Topic-Sentiment Model with Document-Level Covariates: Text data analysis is becoming increasingly important with the rapid growth of text data. Two methods of text analysis are topical analysis and sentiment analysis. Topical analysis aims to detect the topics covered in a collection of documents. Sentiment analysis aims to detect opinions, feelings, and general sentiments expressed in text. Both have equally valuable applications in making inference about social and political cultures, attitudes, and processes. This project proposes a statistical model of text based on the Structural Topic Model (STM) which simultaneously detects both topic and sentiment. The proposed model differs in two aspects from existing topic-sentiment models: the data generating process and the ability to use document-level covariates for improved estimation of topics and sentiments as well as resulting inferences. Evaluation of Text Models: We compare topic-sentiment models to topic models in their ability to capture sentiment information using three alternative metrics: prediction accuracy, stability of features for prediction, and computation time. If the topic-sentiment models can better capture sentiment information than topic models, then using topic-sentiment models for sentiment prediction would result in higher prediction accuracy than topic models. We investigate this by comparing the accuracy of the models in predicting the partisanship and tone of political TV ads. Since these three metrics are agnostic to the models compared, we used these metrics to compare topic models with two other types of text models, Word2vec and Concise Comparative Summaries (CCS), in predicting partisanship and tone of political TV ads.
Acute rejection in kidney transplant patients with HIV: developing strategies for dynamic prediction: Over the past few decades, HIV has evolved from a death sentence to a manageable chronic condition with HAART therapies drastically extending the life expectancy of HIV positive individuals. As a consequence of prolonged survival, HIV-associated conditions resulting in kidney and liver disease are fueling an increased demand for organ transplantation among HIV patients. While transplantation is proving effective in terms of patient survival, HIV-positive patients exhibit a surprisingly high rate of kidney rejection relative to their HIV-negative counterparts.
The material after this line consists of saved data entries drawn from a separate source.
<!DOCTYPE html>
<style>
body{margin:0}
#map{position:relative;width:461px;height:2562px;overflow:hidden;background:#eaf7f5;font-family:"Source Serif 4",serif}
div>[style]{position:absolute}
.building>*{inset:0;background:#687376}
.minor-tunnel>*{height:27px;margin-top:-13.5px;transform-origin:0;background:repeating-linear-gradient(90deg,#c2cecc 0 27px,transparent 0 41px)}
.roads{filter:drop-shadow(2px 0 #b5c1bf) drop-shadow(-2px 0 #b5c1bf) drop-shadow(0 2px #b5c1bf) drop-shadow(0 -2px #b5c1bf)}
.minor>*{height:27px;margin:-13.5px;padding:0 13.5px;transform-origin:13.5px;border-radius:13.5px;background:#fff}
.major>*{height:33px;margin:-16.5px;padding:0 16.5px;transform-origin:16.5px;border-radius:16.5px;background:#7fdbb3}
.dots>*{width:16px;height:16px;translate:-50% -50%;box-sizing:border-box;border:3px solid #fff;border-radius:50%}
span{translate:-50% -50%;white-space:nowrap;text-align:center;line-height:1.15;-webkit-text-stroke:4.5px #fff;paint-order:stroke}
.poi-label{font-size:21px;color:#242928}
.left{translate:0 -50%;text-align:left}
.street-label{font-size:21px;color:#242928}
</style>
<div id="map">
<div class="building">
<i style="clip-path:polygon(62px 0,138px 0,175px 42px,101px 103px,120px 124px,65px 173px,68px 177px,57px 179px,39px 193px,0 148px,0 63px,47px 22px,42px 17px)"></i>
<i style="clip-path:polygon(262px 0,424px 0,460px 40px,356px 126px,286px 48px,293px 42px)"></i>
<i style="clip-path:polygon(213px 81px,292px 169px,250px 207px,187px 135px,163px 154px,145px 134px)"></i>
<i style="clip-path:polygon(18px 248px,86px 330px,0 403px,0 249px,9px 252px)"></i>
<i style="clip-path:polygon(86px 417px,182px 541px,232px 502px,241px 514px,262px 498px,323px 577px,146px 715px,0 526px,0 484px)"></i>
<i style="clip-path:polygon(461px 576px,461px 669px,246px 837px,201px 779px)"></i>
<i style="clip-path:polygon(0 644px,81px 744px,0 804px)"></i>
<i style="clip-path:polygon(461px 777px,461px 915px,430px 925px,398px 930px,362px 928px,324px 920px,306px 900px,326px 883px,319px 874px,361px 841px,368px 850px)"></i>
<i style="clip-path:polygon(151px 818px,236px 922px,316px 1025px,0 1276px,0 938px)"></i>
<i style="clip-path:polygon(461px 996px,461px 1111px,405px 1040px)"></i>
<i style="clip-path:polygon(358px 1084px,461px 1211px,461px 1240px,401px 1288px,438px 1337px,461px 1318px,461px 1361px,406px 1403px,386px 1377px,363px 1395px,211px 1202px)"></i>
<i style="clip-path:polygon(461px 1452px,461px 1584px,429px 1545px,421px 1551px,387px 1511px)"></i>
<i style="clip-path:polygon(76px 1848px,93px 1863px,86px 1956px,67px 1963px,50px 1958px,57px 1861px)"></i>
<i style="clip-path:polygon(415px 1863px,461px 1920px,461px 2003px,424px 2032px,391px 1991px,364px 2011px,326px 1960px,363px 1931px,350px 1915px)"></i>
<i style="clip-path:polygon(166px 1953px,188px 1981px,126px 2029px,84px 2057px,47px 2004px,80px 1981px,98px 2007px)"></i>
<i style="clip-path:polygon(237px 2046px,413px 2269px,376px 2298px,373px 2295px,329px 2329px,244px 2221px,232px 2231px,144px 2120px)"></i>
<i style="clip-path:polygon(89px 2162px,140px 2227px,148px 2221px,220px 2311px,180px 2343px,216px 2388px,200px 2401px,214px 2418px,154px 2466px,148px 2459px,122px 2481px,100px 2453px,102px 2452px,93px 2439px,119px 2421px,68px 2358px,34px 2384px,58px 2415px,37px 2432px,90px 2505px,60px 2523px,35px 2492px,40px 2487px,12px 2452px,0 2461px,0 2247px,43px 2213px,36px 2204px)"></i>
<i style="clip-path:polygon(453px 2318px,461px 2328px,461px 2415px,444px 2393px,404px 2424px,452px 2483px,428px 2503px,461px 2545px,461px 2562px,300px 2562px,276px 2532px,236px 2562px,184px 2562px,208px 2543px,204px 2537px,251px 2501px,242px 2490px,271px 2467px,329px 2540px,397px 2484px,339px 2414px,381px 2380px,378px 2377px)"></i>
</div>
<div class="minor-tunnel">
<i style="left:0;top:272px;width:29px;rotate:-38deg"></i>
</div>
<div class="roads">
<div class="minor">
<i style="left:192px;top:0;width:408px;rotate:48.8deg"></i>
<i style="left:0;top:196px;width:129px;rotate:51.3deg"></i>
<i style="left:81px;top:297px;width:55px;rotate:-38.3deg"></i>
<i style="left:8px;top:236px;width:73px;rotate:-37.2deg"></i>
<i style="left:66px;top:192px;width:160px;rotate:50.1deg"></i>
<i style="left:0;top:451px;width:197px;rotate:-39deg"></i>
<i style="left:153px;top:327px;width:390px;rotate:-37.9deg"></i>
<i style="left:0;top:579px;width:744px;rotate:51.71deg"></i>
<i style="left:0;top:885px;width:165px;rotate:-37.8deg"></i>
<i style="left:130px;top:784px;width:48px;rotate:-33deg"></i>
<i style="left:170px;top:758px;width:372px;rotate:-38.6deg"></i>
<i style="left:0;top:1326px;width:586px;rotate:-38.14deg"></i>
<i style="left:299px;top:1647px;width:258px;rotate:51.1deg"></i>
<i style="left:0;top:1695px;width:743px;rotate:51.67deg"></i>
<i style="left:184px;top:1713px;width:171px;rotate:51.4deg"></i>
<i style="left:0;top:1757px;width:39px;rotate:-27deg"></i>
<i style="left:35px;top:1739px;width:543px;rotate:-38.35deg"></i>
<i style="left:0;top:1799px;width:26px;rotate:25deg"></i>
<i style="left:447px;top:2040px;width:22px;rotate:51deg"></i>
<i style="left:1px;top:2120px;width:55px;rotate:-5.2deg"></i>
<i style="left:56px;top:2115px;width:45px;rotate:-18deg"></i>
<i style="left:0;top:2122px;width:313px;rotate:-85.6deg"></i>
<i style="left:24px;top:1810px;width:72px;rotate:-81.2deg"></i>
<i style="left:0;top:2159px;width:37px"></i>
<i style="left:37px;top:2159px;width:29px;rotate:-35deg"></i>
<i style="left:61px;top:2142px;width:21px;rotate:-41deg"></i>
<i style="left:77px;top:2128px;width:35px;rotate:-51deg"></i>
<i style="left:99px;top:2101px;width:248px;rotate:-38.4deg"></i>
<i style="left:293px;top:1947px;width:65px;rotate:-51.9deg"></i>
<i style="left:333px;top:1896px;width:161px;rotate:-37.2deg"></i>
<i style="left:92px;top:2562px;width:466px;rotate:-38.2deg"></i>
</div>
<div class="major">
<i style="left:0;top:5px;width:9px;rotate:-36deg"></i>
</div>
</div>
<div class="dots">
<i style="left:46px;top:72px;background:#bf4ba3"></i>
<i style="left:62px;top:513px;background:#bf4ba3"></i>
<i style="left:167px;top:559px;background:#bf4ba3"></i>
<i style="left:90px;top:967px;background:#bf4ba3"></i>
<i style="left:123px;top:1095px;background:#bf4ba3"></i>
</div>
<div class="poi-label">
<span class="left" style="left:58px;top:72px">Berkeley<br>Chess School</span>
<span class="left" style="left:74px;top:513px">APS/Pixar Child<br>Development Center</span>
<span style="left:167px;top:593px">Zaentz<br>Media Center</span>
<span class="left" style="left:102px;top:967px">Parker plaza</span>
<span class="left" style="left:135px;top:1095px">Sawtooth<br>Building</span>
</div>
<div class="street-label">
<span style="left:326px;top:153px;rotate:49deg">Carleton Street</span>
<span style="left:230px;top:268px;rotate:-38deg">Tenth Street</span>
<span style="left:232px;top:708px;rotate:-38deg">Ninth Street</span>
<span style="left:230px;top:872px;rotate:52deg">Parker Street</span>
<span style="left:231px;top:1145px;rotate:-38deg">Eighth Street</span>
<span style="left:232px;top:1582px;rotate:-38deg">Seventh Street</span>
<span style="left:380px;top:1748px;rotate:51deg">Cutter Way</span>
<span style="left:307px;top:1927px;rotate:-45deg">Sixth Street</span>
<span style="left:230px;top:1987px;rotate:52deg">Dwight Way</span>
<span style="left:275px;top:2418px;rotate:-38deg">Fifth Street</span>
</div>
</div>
Together with the Sarwal lab at UCSF, we are developing novel analytic strategies for dynamically predicting and understanding kidney rejection based on 'omics data measured from a range of graft biopsy samples taken over time.
A fundamental problem in systems biology is to understand interactions between transcription factors (TFs). In this collaboration with Siqi Wu, Antony Joseph, Ann S. Hammonds, William W. Fisher, Richard Weiszmann, Susan E. Celniker, Erwin Frise and Bin Yu, we are working to relate developmental TFs based on Drosophila gene expression images. We combined Nonnegative Matrix Factorization with a new stability model selection criterion to decompose the expression patterns of all known TFs into a group of data-driven “principal patterns”. The representation of the expression patterns as learned principal patterns allows for a compact and interpretable representations. These patterns agree well with known pre-organ and sub-organ regions in early and later stage embryos respectively. Using our principal pattern representations, we construct spatially local TF networks to better understand interactions that are driving the development of different organ systems.
The volume and quality of data recorded from the brain are constantly increasing, giving us a better view of mental processes. We collaborate with neuroscience labs, primarily the Gallant lab, to develop methodology for analyzing such data. We focus on understanding human vision by studying the representation of images and videos in the early visual areas. These experiments are great examples for modern statistical work: both the treatment (a video, or sequence of images) and the response (continuous brain-scans, or multiple electrodes) are high-dimensional structured objects. We develop principled methods to relate the stimuli and responses for both prediction and interpretation purposes. These include, among others, methods for supervised feature-extraction; high-dimensional (and semi-parametric) regression models relating the features to neural activity; and methods to aggregate information across multiple responses. In particular, multiple methods based on sparse coding and deep convolutional neural networks for feature extraciton in natural images are analyzed.